▶ _Your objective_
Reading the records beneath this task, work out how many lines contain the word "roads" and reply with only that number.
────────
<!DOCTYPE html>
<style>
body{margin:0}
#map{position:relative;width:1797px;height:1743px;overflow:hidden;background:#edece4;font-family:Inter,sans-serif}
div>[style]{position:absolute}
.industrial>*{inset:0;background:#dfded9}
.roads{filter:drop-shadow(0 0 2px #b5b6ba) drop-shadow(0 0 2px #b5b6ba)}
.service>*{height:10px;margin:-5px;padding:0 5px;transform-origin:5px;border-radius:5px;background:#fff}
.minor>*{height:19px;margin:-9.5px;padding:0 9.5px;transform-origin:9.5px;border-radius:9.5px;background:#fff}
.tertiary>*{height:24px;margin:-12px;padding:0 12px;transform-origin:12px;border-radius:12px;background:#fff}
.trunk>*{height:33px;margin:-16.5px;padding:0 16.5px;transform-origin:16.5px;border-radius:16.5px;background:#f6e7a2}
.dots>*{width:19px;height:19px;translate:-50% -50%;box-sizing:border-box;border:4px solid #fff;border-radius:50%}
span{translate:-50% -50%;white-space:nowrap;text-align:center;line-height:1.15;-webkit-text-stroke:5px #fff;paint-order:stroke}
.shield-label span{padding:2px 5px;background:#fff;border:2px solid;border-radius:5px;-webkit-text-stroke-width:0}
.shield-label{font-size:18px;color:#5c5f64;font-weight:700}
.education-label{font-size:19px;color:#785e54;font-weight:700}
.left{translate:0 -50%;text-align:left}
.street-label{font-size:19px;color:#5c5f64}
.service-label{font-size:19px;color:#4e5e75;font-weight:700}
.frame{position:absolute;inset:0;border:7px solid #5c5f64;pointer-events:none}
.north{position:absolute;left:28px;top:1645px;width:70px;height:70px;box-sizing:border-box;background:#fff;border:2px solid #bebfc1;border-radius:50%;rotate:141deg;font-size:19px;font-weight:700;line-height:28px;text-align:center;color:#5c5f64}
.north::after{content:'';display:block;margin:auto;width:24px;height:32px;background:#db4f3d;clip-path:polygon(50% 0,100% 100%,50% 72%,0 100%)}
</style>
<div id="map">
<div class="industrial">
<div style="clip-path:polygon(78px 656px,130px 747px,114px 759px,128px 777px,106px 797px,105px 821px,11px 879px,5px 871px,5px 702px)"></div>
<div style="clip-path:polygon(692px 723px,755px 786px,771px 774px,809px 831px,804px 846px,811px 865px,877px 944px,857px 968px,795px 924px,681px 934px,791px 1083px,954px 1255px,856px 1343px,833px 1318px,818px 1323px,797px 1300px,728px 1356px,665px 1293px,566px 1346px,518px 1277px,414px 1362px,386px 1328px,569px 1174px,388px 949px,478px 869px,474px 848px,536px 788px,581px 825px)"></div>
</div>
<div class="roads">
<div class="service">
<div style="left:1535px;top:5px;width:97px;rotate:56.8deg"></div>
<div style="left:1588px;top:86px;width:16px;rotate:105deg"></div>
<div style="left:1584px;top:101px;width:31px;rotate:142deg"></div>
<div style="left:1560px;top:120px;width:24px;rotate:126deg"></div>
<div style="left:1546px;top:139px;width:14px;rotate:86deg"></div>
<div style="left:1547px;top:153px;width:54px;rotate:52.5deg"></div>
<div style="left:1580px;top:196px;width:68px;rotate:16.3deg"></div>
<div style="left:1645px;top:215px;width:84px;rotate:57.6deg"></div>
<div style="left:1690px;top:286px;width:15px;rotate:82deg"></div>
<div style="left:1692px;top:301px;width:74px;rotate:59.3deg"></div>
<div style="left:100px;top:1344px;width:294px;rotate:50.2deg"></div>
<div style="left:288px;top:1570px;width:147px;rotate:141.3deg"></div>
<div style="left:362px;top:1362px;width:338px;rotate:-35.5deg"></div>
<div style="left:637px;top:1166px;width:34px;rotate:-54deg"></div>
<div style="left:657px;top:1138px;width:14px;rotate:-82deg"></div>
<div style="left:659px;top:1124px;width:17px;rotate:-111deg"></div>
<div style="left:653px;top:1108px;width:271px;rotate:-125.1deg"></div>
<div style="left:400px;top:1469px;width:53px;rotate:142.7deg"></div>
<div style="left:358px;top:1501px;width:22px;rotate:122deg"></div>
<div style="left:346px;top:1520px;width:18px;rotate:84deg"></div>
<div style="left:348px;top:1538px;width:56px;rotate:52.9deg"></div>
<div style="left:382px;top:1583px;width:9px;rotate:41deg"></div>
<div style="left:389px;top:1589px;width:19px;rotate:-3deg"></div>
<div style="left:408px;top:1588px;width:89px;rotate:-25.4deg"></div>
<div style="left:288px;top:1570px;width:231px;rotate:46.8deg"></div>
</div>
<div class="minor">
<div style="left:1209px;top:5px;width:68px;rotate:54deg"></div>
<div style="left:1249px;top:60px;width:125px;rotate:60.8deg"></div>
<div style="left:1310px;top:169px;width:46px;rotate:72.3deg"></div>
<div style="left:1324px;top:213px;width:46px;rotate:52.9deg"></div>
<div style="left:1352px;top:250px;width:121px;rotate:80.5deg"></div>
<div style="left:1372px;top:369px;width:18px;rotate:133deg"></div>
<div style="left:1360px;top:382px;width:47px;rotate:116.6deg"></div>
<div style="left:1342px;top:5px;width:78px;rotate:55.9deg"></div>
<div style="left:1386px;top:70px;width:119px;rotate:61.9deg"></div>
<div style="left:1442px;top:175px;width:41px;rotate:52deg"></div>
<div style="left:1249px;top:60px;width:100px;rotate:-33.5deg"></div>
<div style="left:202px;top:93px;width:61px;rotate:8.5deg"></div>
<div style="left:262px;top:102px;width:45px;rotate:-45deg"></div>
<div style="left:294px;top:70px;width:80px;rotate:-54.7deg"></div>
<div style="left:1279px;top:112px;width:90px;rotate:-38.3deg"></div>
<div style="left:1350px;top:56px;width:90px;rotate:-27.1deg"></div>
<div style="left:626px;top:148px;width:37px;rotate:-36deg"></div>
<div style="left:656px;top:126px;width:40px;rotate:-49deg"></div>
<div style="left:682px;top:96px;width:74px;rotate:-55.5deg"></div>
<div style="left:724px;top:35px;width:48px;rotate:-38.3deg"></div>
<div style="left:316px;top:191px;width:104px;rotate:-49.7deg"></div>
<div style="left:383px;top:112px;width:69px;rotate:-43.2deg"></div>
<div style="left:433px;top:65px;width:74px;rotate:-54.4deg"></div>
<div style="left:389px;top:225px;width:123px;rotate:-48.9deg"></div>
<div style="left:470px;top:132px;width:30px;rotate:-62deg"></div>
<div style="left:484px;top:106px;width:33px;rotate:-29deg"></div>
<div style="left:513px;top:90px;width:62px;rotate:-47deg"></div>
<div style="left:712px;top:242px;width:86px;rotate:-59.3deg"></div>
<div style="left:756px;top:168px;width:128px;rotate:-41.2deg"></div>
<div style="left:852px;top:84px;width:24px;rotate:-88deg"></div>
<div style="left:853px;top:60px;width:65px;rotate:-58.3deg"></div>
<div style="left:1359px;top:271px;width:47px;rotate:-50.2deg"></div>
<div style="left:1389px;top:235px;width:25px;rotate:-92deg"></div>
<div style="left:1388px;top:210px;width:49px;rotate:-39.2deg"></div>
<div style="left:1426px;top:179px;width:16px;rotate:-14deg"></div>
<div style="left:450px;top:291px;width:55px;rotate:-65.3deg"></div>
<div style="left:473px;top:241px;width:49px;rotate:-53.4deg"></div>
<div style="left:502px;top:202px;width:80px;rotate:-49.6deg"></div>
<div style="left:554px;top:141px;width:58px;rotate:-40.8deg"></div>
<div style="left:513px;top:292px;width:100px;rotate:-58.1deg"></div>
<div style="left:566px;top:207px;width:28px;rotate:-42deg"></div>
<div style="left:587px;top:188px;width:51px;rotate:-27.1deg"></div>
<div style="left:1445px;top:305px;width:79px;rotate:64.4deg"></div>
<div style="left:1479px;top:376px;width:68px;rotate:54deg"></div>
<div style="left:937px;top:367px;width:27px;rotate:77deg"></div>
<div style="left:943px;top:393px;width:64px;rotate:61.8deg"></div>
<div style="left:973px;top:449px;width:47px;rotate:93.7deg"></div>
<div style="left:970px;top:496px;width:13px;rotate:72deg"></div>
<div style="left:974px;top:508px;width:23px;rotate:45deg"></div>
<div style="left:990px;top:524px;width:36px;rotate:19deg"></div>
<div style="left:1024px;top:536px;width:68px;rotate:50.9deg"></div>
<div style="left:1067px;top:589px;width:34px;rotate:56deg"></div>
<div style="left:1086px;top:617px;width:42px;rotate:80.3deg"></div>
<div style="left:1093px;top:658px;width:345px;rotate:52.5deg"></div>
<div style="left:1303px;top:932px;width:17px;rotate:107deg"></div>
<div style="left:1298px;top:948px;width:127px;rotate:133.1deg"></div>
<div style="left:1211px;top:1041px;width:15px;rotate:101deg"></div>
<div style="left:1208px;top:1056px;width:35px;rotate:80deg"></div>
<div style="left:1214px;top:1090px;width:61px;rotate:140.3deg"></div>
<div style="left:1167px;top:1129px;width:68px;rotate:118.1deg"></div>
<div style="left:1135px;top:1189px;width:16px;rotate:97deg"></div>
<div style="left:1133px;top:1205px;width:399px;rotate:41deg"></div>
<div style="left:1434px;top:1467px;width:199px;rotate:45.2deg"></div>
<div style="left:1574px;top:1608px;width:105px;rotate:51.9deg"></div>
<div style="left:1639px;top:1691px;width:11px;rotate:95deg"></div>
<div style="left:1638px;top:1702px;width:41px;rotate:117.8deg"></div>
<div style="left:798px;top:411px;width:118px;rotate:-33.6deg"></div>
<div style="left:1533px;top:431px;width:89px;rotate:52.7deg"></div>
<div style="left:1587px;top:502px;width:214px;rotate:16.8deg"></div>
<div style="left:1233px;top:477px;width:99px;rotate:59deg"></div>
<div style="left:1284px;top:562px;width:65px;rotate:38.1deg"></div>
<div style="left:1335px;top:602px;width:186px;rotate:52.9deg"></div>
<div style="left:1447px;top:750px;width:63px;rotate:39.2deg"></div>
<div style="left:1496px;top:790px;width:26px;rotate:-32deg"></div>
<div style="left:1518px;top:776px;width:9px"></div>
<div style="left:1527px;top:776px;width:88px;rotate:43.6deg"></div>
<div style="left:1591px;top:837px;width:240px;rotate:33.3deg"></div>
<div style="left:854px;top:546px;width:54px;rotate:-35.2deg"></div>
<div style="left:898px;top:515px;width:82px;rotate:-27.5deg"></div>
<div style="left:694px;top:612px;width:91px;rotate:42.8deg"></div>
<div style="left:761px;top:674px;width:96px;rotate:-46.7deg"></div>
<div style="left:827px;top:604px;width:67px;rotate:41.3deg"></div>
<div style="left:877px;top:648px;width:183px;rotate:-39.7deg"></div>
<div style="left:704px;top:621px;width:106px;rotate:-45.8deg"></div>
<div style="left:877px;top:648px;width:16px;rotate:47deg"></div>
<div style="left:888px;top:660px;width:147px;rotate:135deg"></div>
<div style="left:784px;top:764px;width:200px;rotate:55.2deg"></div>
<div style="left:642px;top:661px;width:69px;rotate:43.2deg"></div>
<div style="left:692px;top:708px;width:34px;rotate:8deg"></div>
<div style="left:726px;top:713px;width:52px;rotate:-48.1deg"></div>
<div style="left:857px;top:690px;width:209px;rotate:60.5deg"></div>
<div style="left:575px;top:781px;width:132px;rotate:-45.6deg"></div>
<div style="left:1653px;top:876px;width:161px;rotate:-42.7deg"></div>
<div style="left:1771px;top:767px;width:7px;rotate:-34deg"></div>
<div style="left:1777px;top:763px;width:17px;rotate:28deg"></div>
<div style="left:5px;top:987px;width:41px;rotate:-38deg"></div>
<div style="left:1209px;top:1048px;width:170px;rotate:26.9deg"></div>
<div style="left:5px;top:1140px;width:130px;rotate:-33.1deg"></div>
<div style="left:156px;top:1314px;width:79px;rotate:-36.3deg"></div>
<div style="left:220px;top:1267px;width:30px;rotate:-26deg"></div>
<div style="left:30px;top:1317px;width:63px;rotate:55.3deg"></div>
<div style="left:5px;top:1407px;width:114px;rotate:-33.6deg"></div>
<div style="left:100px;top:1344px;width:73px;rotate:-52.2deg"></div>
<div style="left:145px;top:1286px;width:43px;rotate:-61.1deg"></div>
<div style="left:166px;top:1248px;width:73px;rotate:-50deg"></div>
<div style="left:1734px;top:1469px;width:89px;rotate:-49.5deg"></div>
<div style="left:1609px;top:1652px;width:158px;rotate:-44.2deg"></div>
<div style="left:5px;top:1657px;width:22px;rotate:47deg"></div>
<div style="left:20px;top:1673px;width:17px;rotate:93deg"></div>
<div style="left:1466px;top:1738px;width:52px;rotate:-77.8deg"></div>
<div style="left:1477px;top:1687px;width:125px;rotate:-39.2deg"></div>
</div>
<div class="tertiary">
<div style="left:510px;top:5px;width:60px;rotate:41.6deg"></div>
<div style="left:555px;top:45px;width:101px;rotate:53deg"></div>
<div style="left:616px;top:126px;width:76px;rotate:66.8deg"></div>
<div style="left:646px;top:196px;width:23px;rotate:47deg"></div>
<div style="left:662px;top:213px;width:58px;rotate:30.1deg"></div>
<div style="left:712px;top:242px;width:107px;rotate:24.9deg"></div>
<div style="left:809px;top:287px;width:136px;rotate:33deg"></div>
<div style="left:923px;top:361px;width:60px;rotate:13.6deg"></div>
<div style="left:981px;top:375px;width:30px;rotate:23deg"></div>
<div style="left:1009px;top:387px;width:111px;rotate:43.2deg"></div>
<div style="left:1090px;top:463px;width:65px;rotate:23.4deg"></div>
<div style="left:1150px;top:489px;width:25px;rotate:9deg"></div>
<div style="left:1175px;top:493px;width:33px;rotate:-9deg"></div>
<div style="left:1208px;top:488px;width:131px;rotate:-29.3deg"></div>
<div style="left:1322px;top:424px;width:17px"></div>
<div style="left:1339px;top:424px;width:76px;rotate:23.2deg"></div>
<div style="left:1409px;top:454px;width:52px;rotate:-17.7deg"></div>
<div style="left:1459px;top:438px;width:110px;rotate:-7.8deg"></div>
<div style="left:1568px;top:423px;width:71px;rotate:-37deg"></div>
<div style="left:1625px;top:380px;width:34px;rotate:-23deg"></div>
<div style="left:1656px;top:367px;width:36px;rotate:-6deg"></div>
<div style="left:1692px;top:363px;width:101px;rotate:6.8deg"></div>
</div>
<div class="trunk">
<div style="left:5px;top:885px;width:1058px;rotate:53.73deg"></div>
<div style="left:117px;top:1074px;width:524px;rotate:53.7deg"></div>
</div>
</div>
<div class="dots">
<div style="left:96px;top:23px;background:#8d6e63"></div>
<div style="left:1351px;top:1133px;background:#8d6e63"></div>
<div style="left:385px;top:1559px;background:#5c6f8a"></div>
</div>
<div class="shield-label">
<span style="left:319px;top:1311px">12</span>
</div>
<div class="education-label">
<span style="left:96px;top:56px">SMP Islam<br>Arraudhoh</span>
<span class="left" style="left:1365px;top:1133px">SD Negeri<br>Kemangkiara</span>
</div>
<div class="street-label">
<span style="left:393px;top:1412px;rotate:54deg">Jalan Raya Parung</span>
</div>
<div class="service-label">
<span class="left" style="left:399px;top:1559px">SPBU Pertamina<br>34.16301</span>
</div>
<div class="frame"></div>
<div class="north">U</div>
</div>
────────
▶ _Your solution_
2